Sganarelle, donc, boit, joue et fagote, heureux en toute chose sauf cette femme que le sort lui a donné : acariâtre, récriminatrice, toujours portée à la querelle. Comme ce jour où il lui faut bien remettre l'insolente à sa place d'une rossée bien sentie, sans plus y voir à mal – "Ce sont petites choses qui sont, de temps en temps, nécessaires dans l’amitié : et cinq ou six coups de bâton, entre gens qui s’aiment, ne font que ragaillardir l’affection." A ceci près que Martine, elle, n'oublie pas et promet de bien se venger.
Le sort lui en donne bientôt l'occasion en les personnes de Lucas et Valère, domestiques de Géronte envoyés par leur maître quérir quelque médecin de haute science pour délivrer Lucinde, fille dudit, d'un mutisme tenace qui empêche son mariage avec un quelconque barbon.
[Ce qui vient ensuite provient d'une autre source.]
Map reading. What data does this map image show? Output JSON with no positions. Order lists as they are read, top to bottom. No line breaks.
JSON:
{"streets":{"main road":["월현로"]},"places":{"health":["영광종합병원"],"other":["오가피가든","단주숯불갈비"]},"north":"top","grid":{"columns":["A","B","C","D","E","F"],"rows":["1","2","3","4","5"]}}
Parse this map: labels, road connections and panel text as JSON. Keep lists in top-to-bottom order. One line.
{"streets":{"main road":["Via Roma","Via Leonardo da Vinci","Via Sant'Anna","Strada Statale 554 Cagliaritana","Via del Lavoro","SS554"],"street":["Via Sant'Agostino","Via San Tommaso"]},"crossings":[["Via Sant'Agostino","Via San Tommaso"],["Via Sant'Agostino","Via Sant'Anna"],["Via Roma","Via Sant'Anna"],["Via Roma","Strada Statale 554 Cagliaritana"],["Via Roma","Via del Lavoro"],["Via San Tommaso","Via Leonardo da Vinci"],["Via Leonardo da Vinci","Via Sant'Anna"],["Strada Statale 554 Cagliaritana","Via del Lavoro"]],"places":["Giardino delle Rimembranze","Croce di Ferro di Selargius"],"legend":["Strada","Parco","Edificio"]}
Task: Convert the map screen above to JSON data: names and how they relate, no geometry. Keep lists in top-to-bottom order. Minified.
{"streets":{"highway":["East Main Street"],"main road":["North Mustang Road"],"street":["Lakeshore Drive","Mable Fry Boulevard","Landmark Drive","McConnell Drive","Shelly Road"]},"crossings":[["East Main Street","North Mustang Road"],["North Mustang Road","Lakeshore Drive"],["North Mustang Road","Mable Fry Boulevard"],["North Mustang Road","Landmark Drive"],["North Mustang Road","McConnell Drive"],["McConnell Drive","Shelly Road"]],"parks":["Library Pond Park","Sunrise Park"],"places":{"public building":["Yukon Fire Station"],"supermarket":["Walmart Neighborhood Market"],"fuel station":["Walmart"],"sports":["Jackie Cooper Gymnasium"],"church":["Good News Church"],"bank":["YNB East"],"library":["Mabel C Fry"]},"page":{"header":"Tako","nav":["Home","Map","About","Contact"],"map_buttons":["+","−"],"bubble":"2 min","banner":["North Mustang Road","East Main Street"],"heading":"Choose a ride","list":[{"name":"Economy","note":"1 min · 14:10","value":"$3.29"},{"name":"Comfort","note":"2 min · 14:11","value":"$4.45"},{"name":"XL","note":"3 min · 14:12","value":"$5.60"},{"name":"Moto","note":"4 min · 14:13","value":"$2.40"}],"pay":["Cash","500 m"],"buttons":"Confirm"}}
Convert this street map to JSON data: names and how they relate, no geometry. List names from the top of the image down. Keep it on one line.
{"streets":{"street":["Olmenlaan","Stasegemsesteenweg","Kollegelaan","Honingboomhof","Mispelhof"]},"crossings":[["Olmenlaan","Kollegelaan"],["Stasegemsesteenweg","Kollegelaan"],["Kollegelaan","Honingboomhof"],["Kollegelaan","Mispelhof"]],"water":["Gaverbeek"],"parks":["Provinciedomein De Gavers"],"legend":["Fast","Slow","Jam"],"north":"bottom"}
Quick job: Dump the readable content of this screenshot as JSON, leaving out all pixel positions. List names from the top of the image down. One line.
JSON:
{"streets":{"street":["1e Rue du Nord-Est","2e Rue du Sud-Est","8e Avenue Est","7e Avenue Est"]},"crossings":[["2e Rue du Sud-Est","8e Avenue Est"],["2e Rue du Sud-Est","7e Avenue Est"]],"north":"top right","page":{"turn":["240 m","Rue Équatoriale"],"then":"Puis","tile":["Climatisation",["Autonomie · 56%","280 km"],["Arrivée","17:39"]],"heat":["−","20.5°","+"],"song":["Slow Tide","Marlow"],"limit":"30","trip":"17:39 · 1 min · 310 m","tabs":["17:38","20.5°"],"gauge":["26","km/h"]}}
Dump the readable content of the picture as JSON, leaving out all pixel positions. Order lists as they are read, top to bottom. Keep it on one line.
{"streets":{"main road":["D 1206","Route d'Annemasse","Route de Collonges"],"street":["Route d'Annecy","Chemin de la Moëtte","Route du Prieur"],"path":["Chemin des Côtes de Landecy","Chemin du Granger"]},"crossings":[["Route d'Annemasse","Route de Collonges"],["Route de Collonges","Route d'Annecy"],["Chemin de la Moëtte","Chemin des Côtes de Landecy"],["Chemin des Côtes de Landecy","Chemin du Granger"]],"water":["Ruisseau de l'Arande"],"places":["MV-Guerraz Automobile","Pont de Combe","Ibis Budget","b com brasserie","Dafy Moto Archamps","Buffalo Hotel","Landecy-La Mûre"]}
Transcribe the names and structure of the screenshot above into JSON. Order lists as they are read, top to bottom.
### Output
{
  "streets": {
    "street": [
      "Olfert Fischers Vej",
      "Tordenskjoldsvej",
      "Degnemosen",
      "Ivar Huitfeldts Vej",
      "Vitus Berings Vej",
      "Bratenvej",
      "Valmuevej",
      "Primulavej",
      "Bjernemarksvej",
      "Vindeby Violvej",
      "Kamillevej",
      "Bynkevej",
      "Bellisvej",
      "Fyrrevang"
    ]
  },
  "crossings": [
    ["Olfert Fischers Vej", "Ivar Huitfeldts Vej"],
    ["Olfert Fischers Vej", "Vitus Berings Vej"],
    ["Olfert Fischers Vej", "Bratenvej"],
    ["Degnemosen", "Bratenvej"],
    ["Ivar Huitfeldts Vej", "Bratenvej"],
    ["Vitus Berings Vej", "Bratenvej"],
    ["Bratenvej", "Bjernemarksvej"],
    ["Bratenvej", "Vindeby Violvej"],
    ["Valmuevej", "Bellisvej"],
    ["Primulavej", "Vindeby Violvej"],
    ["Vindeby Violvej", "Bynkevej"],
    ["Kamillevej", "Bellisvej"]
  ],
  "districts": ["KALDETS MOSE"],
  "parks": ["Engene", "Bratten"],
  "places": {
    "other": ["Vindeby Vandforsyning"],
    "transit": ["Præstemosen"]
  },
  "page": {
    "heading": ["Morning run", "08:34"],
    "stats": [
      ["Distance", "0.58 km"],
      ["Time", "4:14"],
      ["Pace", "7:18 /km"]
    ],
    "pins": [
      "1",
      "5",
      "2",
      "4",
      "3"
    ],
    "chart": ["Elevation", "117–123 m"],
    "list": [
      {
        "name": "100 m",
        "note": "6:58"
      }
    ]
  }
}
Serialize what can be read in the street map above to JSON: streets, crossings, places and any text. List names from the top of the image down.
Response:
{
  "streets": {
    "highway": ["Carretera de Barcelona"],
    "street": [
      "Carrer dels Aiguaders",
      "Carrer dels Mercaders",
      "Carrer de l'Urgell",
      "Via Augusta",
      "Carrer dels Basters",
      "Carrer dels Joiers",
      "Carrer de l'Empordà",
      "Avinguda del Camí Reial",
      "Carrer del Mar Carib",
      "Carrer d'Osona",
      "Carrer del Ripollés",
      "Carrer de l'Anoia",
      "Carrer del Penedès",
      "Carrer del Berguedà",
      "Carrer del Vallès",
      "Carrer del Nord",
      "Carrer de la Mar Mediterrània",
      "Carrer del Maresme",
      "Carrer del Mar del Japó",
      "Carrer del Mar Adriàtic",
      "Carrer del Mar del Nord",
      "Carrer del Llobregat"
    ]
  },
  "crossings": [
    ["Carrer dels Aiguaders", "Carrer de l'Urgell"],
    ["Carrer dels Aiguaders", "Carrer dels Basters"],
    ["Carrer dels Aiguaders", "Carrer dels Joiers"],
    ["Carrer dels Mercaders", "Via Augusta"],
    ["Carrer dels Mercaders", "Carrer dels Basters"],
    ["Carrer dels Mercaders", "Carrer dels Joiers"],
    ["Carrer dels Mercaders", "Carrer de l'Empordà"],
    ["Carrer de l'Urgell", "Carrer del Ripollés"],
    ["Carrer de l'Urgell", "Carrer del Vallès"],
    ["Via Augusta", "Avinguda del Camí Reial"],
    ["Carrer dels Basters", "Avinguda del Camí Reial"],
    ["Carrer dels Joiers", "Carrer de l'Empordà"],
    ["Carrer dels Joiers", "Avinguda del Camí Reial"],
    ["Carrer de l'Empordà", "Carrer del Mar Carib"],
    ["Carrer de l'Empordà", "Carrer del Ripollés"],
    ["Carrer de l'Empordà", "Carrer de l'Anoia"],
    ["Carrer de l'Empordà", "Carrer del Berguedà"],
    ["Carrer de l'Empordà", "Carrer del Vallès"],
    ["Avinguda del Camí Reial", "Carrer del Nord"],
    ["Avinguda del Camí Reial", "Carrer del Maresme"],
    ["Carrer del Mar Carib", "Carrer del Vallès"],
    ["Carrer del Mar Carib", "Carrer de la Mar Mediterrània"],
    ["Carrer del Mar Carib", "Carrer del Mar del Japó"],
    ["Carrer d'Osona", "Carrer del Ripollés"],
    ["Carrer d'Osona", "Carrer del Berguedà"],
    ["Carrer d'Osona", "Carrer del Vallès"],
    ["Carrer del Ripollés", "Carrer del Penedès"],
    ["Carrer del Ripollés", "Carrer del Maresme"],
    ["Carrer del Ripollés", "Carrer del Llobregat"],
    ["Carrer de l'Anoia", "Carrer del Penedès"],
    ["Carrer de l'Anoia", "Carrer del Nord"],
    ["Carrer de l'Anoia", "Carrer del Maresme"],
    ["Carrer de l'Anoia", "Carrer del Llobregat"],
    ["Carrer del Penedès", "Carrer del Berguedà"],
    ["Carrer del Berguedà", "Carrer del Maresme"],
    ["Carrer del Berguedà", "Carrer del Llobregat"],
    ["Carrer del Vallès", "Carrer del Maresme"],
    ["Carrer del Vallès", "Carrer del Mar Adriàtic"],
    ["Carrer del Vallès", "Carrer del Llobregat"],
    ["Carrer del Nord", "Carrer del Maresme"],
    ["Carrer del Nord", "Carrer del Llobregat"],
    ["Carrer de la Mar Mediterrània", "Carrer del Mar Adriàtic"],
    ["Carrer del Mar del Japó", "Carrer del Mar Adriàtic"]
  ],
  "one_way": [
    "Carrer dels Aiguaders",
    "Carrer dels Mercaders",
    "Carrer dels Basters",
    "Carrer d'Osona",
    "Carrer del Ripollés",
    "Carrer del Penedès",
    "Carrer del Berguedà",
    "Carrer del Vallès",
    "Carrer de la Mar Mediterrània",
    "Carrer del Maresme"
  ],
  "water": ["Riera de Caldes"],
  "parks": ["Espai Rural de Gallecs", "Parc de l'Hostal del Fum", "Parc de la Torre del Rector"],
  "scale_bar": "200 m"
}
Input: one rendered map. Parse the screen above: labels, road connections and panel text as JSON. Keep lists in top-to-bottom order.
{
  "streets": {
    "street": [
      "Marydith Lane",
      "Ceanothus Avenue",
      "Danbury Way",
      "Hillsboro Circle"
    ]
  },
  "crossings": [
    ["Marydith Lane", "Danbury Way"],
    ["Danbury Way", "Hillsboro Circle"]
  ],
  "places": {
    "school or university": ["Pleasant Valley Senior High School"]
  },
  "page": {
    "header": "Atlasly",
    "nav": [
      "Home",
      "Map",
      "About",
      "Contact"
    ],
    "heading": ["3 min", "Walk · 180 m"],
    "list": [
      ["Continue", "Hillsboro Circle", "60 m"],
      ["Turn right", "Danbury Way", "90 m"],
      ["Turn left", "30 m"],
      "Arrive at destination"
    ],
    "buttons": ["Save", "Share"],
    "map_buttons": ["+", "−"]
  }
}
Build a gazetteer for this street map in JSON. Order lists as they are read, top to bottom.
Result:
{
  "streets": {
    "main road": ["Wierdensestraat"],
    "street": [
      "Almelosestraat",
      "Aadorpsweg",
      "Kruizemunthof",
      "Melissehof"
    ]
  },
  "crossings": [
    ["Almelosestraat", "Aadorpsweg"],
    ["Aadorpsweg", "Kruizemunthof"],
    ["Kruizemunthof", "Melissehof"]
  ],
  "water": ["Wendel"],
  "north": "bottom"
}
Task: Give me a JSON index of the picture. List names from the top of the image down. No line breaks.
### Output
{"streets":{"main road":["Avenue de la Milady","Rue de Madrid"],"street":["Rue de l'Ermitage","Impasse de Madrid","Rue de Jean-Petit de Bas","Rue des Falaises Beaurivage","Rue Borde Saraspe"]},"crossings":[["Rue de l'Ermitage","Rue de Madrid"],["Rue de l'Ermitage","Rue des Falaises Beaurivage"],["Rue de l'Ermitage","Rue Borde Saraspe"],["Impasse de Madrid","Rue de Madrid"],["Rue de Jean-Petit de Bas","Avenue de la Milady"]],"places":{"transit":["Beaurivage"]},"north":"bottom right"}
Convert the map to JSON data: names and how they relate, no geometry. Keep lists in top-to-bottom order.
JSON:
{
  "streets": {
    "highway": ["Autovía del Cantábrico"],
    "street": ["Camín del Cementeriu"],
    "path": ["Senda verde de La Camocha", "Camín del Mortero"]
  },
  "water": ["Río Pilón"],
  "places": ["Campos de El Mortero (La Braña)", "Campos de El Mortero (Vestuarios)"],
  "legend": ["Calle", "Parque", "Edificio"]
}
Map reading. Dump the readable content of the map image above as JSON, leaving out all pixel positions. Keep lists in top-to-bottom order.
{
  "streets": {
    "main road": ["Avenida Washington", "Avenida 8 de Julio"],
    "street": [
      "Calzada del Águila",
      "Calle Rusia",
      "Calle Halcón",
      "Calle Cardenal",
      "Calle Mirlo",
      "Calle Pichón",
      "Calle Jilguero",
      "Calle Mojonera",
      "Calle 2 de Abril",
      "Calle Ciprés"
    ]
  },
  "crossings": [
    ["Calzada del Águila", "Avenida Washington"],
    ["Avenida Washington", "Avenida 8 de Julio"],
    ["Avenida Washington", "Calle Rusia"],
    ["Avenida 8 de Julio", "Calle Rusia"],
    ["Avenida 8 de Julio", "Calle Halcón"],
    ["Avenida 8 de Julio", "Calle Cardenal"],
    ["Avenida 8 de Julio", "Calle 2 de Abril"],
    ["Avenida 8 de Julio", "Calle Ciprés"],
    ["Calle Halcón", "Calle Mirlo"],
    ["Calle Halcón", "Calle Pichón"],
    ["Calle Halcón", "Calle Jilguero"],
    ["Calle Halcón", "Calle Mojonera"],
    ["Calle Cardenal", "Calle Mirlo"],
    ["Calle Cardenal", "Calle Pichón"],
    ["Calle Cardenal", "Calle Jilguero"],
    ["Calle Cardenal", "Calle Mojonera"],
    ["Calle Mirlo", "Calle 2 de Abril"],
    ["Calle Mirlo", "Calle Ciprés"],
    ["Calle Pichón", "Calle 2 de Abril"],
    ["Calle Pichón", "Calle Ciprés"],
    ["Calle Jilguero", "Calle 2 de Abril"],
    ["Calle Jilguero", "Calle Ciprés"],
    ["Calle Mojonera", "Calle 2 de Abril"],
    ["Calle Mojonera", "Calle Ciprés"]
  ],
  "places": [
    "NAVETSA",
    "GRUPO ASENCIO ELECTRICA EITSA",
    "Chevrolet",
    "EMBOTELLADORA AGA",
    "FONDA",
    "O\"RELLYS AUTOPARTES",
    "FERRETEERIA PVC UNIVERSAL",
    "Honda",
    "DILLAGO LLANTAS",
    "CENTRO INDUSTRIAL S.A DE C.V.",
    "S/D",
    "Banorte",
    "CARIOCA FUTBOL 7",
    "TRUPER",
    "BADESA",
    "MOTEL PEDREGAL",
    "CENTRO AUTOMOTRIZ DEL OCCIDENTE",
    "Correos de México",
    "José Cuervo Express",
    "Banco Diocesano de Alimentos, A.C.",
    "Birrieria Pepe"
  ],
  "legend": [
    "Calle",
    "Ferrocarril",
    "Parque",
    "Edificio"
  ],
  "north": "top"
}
Voici donc Sganarelle paré sans le savoir de la robe et des savoirs diafoiresques, affublé par son épouse des plus étranges comportements et bientôt emmené chez Géronte après une volée de bois bien vert.
Là, Lucinde dépérit – de très factice manière, puisqu'il ne s'agit pour elle que d'éviter une union à ses yeux insupportable quand elle ne rêve que des bras de Léandre, héritier putatif d'un oncle à fortune mais pour l'heure sans le sous, et partant mauvais parti aux yeux de Géronte. Abrégeons : Sganarelle rencontre Léandre, en fait son apothicaire pour l'amener près de Lucinde, la belle retrouve son amour et sa voix, tout le monde se dévoile et l'oncle meurt à temps pour favoriser le conjungo des tourtereaux dans la concorde retrouvée. Noir, saluts, rideau.
"Peste ! le joli meuble que voilà." (Sganarelle)
On a tort de craindre les classiques, fussent-ils scolaires et du Grand Siècle... Comédie courte aux scène ramassées, aux répliques souvent réduites à une ligne (les tirades montent bien jusqu'à cinq ; allez, sept lignes), Le médecin malgré lui ne nécessite que peu de choses pour être proprement emballé : un minimum de tempérament comique, une énergie sans faille, un rythme ignorant le temps mort et le trébuchement.
Yvon Victor et ses compères l'ont bien compris et se donnent sans barguigner, poussant volontiers l'affaire jusqu'au burlesque – il s'agit après tout d'une comédie-farce – à grand renfort de vraies claques et de bastonnades à plat-main, roulades, galopades et chutes à grand fracas. Le souvenir du texte péniblement ânonné en prend pour le coup un sérieux coup de plumeau au bénéfice d'un rire franc et sans chichi. Du nanan.
Un point toutefois mérite un petit surcroît d'attention. Si décor et accessoires sont justement réduits au plus strict nécessaire – une souche, un fagot, une bouteille et un siège, grosso modo – Yvon Victor n'aime rien tant que le théâtre en costume, seul moyen pour un grand de retrouver le plaisir juvénile du déguisement. Reconnaissons avec lui qu'il y a sans doute plus de plaisir à porter fraise et bas qu'à jouer en jean et complet trois pièces...
Le TNT a donc prêté plusieurs frusques paysannes, une compagnie amie quelques autres. Et deux demoiselles même pas majeures ou à peine, élèves du lycée professionnel Gabriel-Péri, confectionné les principaux atours à grand renfort de moire, rubans et chamarres. Géronte, Léandre, Lucinde et Sganarelle se trouvent ainsi proprement habillés pour l'été et l'effet en est fort réussi.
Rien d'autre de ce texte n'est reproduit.